Tras leerlas rápidamente, Fatty devolvióle la libreta, diciendo:
—Muy bien, Ern. Tu contribución es muy valiosa. Es posible que estas notas nos resulten útiles más adelante, si podemos seguir investigando este caso.
—¿Tenéis algo interesante que contarme? —inquirió Ern, complacido.
—Nada —gruñó Fatty, sombríamente—. ¡Es insoportable tener un misterio como éste ante nuestras propias barbas y no poder hincarle el diente!
—La única novedad venía en el periódico de esta mañana —declaró Larry.
—¿Cuál? —preguntó Ern, que no había leído aún el periódico.
—Los Lorenzo fueron vistos en el norte del país —explicó Larry—, cerca de un campo de aviación, en un pequeño hotel. Y lo que es más, esta vez llevaban un embalaje de madera, además de dos maletas.
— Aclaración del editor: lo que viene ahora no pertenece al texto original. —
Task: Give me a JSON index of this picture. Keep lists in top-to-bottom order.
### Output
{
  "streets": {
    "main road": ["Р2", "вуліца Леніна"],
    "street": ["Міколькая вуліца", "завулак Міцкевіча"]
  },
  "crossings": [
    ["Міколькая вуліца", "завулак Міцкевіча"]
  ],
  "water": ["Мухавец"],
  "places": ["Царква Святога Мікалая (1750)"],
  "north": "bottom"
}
—¡Atiza! —exclamó Ern—. ¡El cuadro! ¿Así, no les prendieron? ¿Pudieron escapar?
—Sí, durante la noche —respondió Fatty—. Robaron un coche del garaje y se marcharon con sus maletas y el embalaje. Sin embargo, no creo que intenten huir del país por ahora. Probablemente se esconderán en algún lugar seguro en espera de los acontecimientos.
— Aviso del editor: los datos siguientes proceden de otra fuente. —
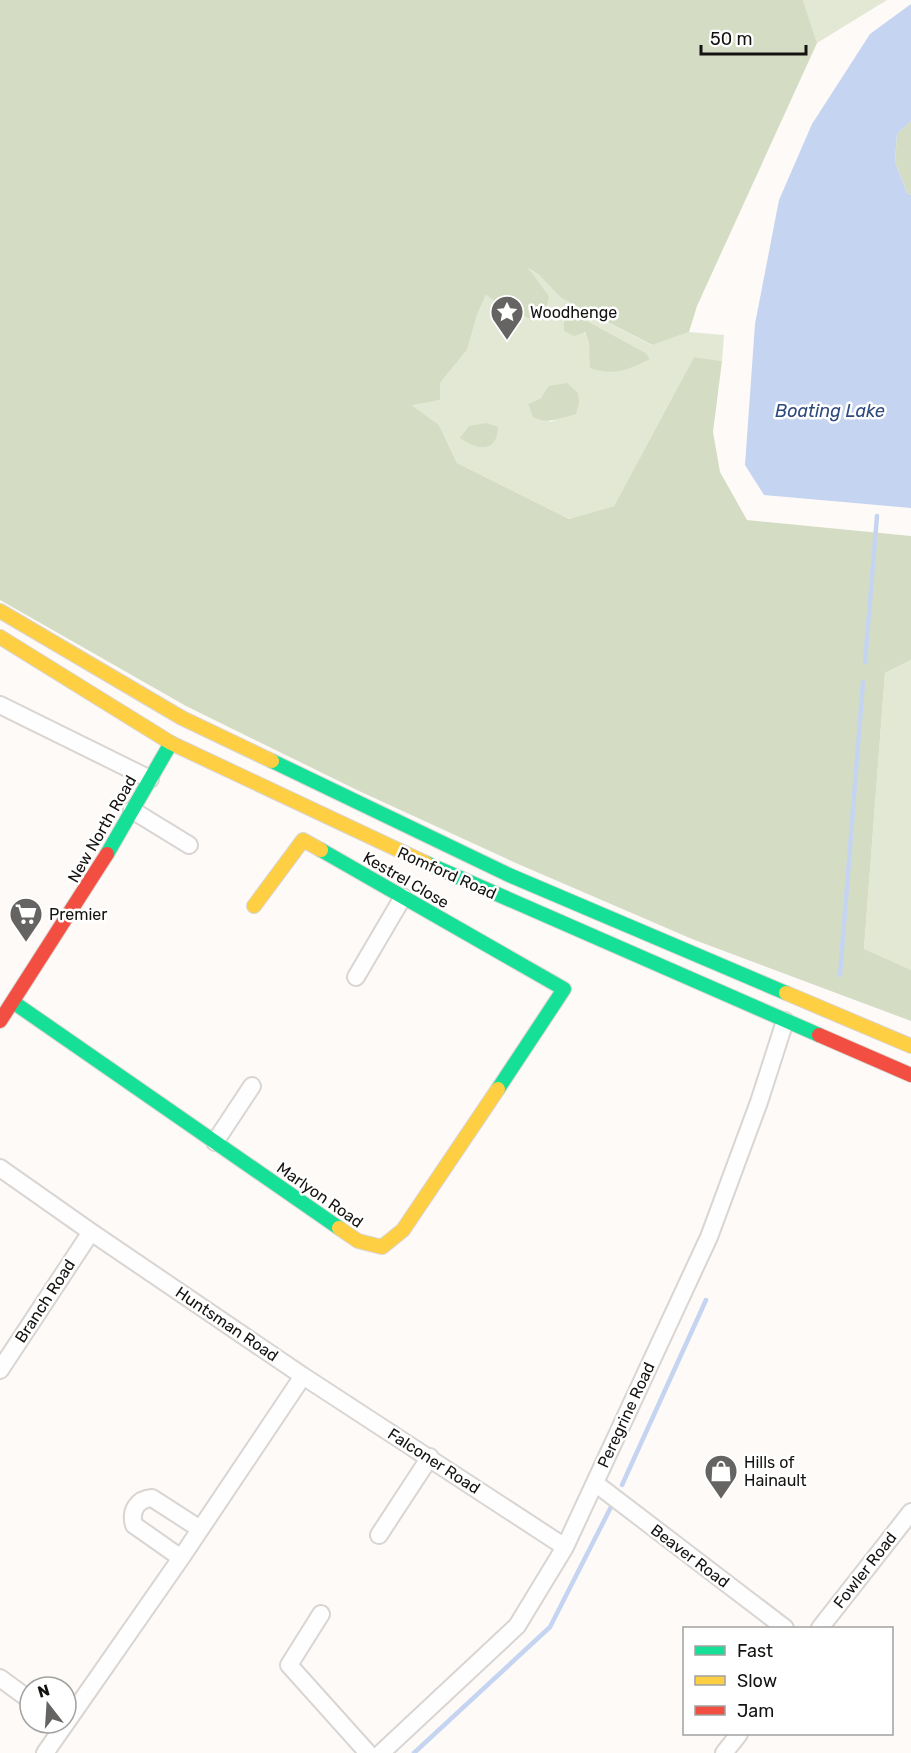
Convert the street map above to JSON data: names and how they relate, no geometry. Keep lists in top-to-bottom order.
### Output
{
  "streets": {
    "main road": [
      "New North Road",
      "Romford Road",
      "Kestrel Close",
      "Marlyon Road"
    ],
    "street": [
      "Branch Road",
      "Huntsman Road",
      "Peregrine Road",
      "Falconer Road",
      "Beaver Road",
      "Fowler Road"
    ]
  },
  "crossings": [
    ["New North Road", "Romford Road"],
    ["New North Road", "Marlyon Road"],
    ["Romford Road", "Peregrine Road"],
    ["Kestrel Close", "Marlyon Road"],
    ["Branch Road", "Huntsman Road"],
    ["Huntsman Road", "Falconer Road"],
    ["Peregrine Road", "Falconer Road"],
    ["Peregrine Road", "Beaver Road"]
  ],
  "water": ["Boating Lake"],
  "places": {
    "place": ["Woodhenge"],
    "supermarket": ["Premier"],
    "shop": ["Hills of Hainault"]
  },
  "legend": ["Fast", "Slow", "Jam"],
  "scale_bar": "50 m",
  "north": "top"
}
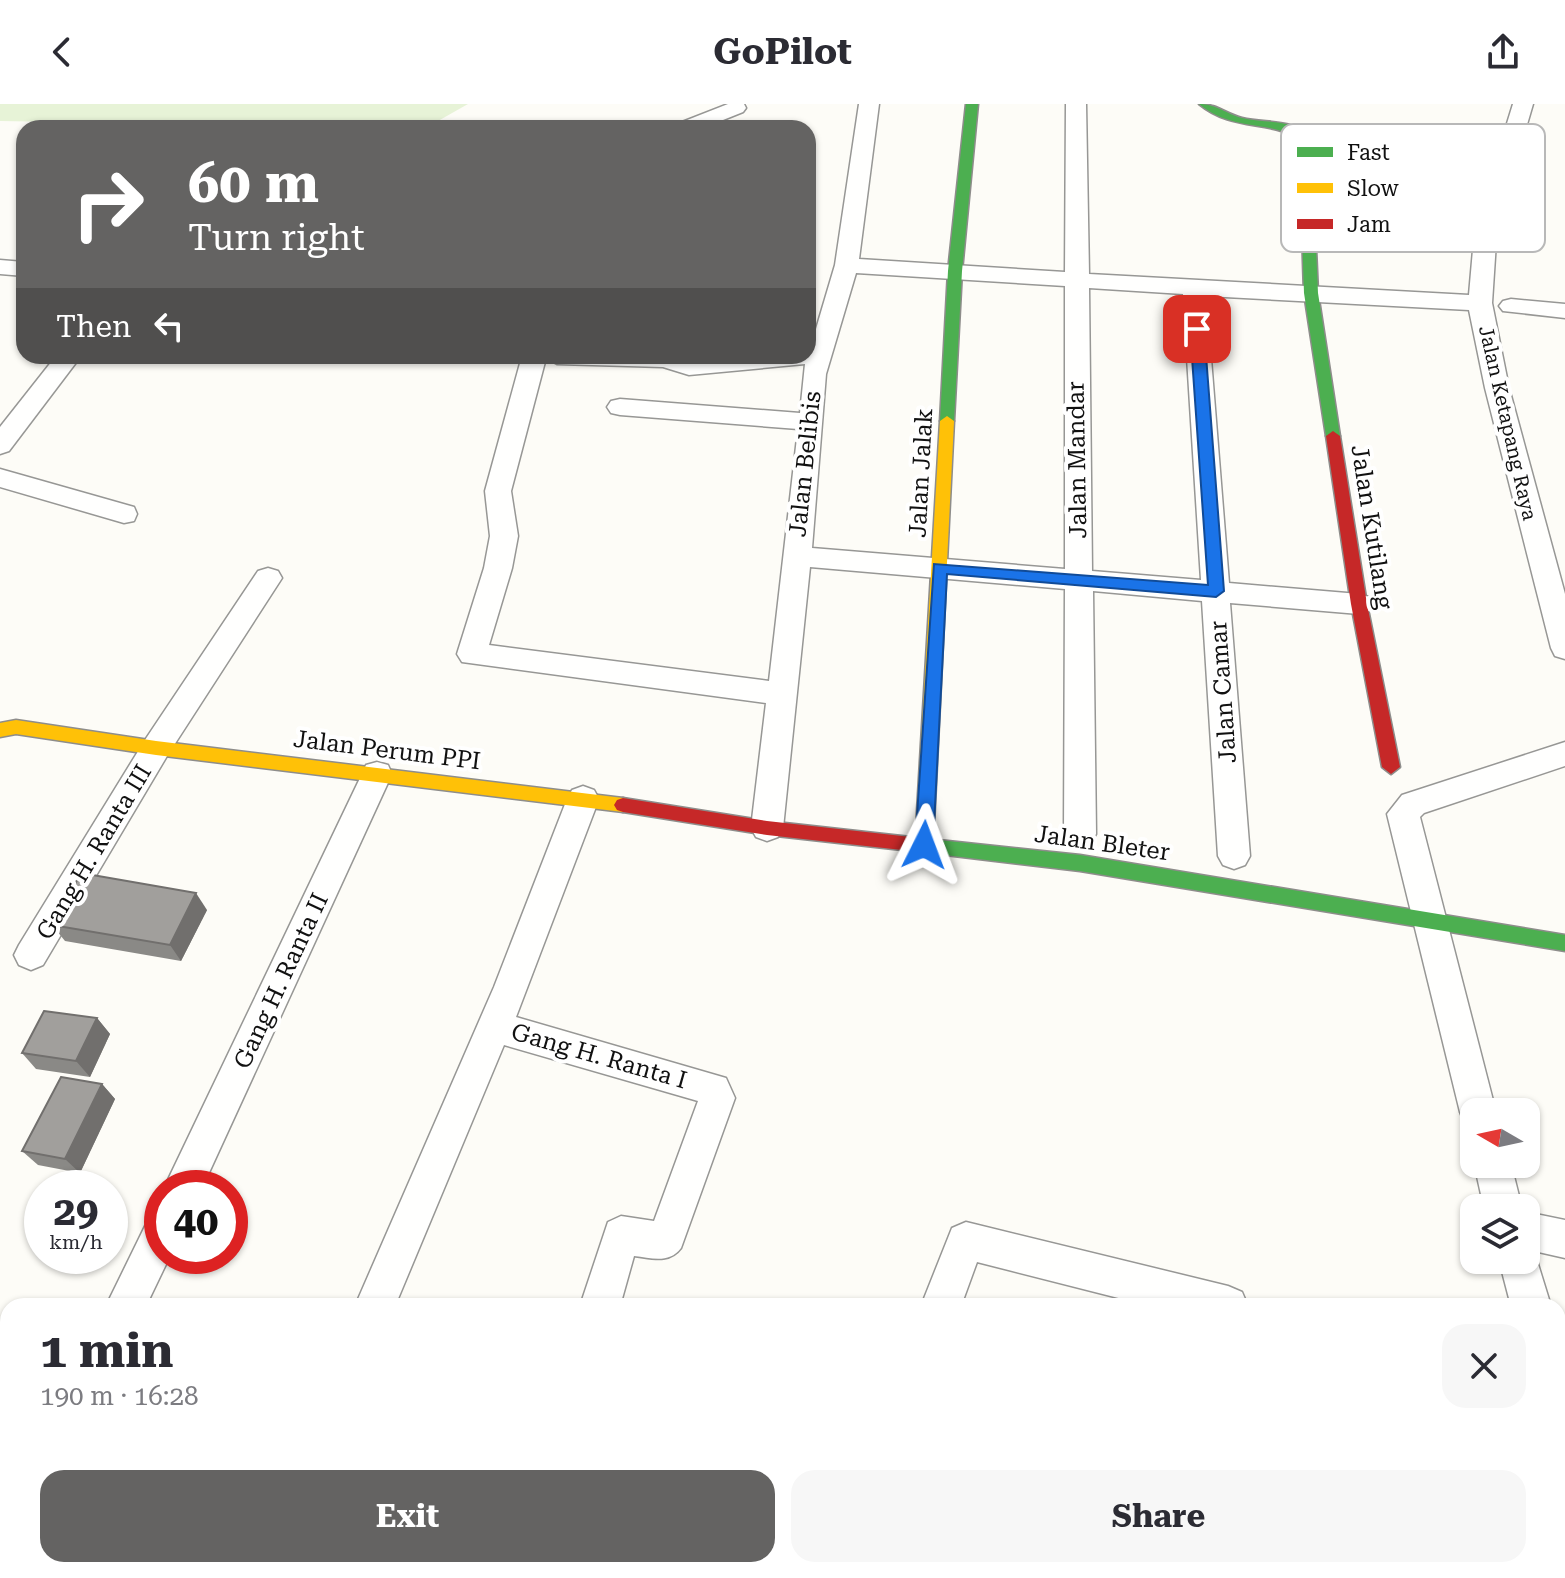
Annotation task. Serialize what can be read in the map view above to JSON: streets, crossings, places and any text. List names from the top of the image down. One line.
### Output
{"streets":{"street":["Jalan Ketapang Raya","Jalan Mandar","Jalan Belibis","Jalan Jalak","Jalan Kutilang","Jalan Camar","Jalan Perum PPI","Jalan Bleter","Gang H. Ranta III","Gang H. Ranta II","Gang H. Ranta I"]},"crossings":[["Jalan Belibis","Jalan Perum PPI"],["Jalan Belibis","Jalan Bleter"],["Jalan Jalak","Jalan Bleter"],["Jalan Perum PPI","Jalan Bleter"],["Jalan Perum PPI","Gang H. Ranta III"],["Jalan Perum PPI","Gang H. Ranta II"],["Jalan Perum PPI","Gang H. Ranta I"]],"legend":["Fast","Slow","Jam"],"north":"left","page":{"header":"GoPilot","turn":["60 m","Turn right"],"then":"Then","speed":"29 km/h","limit":"40","heading":["1 min","190 m · 16:28"],"buttons":["Exit","Share"]}}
—¿No podría ser que regresaran a Peterswood? —profirió Ern, emocionado—. Tendré que procurar vigilar estrechamente la casa vecina desde mi atalaya.
—Es posible que vuelvan —convino Fatty—. Y, como decíamos el otro día, a lo mejor mandan a alguien a buscar a «Poppet». Conque observa si acude algún desconocido a la casita de los Larkin, Ern, y cerciórate de si la perrita continúa allí.
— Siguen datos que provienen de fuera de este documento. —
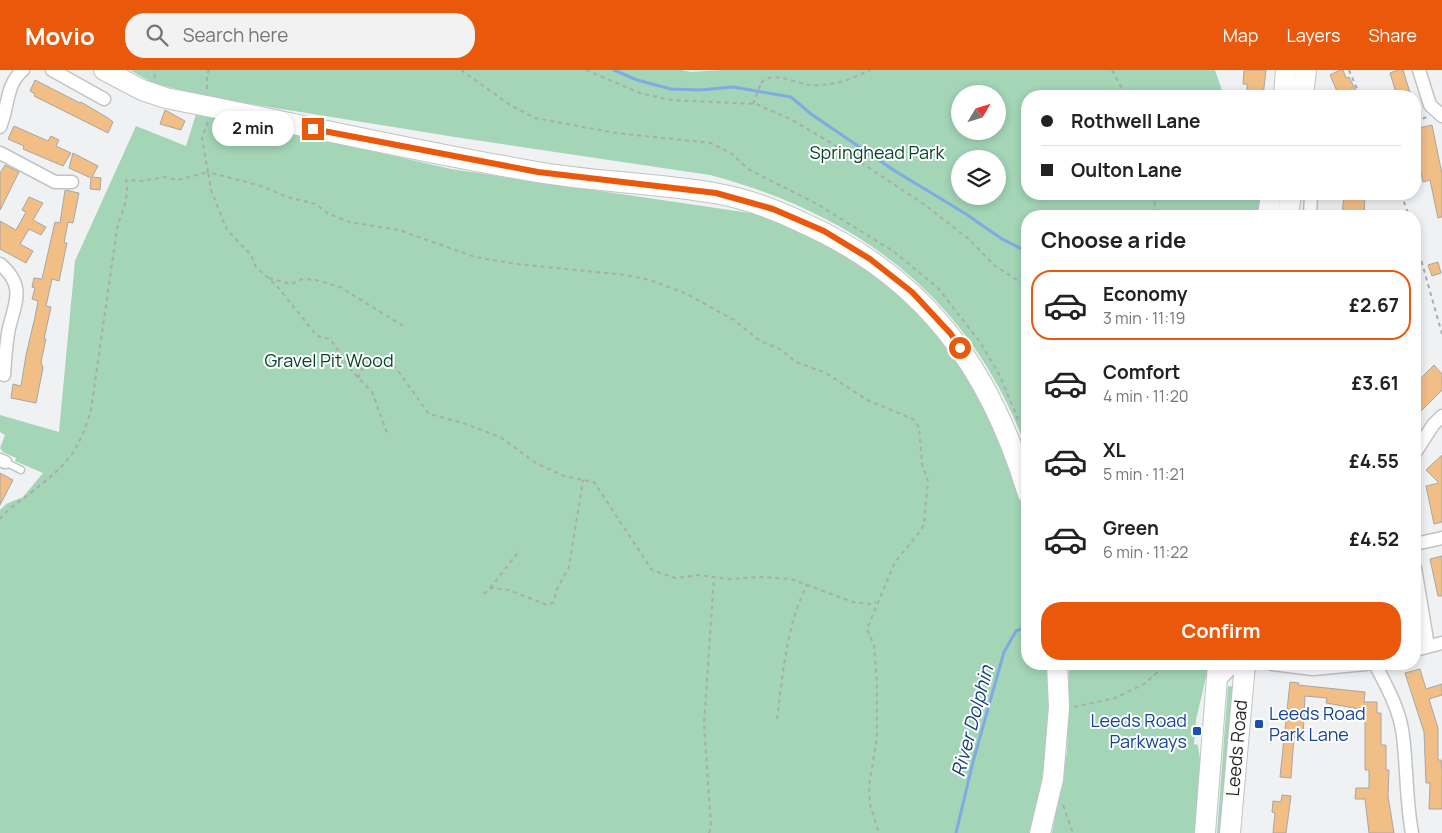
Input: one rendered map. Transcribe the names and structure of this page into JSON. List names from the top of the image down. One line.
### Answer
{"streets":{"main road":["Leeds Road"]},"water":["River Dolphin"],"parks":["Springhead Park","Gravel Pit Wood"],"places":{"transit":["Leeds Road Park Lane","Leeds Road Parkways"]},"north":"top right","page":{"header":"Movio","search":"Search here","nav":["Map","Layers","Share"],"banner":["Rothwell Lane","Oulton Lane"],"bubble":"2 min","heading":"Choose a ride","list":[{"name":"Economy","note":"3 min · 11:19","value":"£2.67"},{"name":"Comfort","note":"4 min · 11:20","value":"£3.61"},{"name":"XL","note":"5 min · 11:21","value":"£4.55"},{"name":"Green","note":"6 min · 11:22","value":"£4.52"}],"buttons":"Confirm"}}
—¡Descuida! —prometió Ern—. ¡Lo haré!
El muchacho pasó una agradable mañana con sus amigos. Luego, recordando que sus tíos almorzaban a las doce y media, en vez de a la una, levantóse para marcharse.
—Volveré cualquier rato. ¡Adiós a todos! Gracias por las galletas. ¡Adiós, «Buster»!
«Buster» acompañóle hasta el portillo, cortésmente, meneando la cola en señal de despedida. El «scottie» simpatizaba con Ern y parecía tener interés en demostrárselo.
Ern alejóse en su bicicleta a toda velocidad. Al llegar a la esquina, tocó la campanilla al mismo tiempo que otra persona que venía en dirección contraria tocaba la suya a su vez. Ern dobló la esquina, pedaleando velozmente y vio a su tío, el señor Goon, pedaleando también a toda marcha en su bicicleta. Desgraciadamente, al tomar la curva el policía salióse de su mano, y las dos bicicletas estuvieron a punto de chocar. Ern hizo una rápida maniobra, pero no pudo evitar que su pedal alcanzase al del señor Goon, a consecuencia de lo cual ambos se vinieron abajo.
—¡Ooooh! —gimió el policía, al tiempo que aterrizaba pesadamente y se le caía encima la bicicleta.
—¡Ooooh! —chilló Ern, cayendo al suelo a su vez.
Y echando una aterrada ojeada al señor Goon, se puso en pie. Entretanto, el hombre no cesaba de gemir y, al reconocer a su sobrino, quedóse mirando, boquiabierto.
—¿Qué? Pero ¿eres «tú», Ern? ¿Cómo te atreves a ir a sesenta millas por hora al doblar una esquina? ¿Cómo…?
—No fue culpa mía, tío —farfulló el pobre Ern, petrificado de miedo—. No ibas por tu mano.
—¡Mentira! —espetó el señor Goon, faltando descaradamente a la verdad—. ¿Te atreves a acusarme de causar este accidente? ¡Aguarda y verás, sobrino Ern! A propósito, ¿qué haces en Peterswood?
Pero Ern no estaba dispuesto a darle explicaciones. En vez de ello, decidió marcharse; mas he ahí que, en el momento en que apoyaba el pie en el pedal izquierdo para pasar la pierna al otro lado y sentarse en el sillín, su tío lanzó un alarmante gemido.
—¡Oh, mi espalda! ¡Creo que me la he roto! Ven acá, Ern, ayúdame a levantarme. ¡Vamos, acércate! —insistió, tendiendo a su sobrino una enorme manaza—. ¡Dame un tirón!
Ern obedeció, pero al ver el irónico brillo de la mirada de Goon, retiró la mano a tiempo y montó rápidamente en su bicicleta, jadeante. ¡Cáspita! ¡«Por poco» había caído en la trampa!